*What to produce*:
Produce a copy of every line in the records that holds the string "Minified".

*Given records*:
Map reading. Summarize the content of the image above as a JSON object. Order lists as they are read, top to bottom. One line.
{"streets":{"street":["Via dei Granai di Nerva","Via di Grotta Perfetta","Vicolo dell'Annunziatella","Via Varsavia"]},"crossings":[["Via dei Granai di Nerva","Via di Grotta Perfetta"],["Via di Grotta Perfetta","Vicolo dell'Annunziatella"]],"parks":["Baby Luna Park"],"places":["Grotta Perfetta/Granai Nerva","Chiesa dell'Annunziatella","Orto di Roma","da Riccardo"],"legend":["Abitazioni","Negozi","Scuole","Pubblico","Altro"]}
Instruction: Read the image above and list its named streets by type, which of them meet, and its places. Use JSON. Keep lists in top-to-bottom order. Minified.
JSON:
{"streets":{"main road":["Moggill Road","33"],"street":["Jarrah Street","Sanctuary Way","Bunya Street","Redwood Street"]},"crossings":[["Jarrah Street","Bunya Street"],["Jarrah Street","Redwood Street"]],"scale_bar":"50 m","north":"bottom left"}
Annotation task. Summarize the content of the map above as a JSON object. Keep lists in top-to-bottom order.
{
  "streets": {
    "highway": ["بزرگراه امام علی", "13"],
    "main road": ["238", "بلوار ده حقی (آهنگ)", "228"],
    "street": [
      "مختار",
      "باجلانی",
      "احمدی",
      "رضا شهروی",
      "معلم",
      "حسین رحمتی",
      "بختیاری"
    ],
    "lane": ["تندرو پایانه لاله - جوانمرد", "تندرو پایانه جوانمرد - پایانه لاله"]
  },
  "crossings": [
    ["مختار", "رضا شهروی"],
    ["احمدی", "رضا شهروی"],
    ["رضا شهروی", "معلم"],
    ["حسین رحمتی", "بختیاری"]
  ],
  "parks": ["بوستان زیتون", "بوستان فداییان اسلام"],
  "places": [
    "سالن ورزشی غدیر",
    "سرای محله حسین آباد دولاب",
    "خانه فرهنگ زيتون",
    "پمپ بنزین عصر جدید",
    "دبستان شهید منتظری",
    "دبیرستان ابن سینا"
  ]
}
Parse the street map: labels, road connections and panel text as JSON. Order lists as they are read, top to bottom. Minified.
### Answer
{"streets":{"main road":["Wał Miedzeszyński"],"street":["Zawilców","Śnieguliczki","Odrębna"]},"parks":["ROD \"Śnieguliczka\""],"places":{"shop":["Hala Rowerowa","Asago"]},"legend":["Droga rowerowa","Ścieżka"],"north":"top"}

*Written solution*:
Instruction: Read the image above and list its named streets by type, which of them meet, and its places. Use JSON. Keep lists in top-to-bottom order. Minified.
Parse the street map: labels, road connections and panel text as JSON. Order lists as they are read, top to bottom. Minified.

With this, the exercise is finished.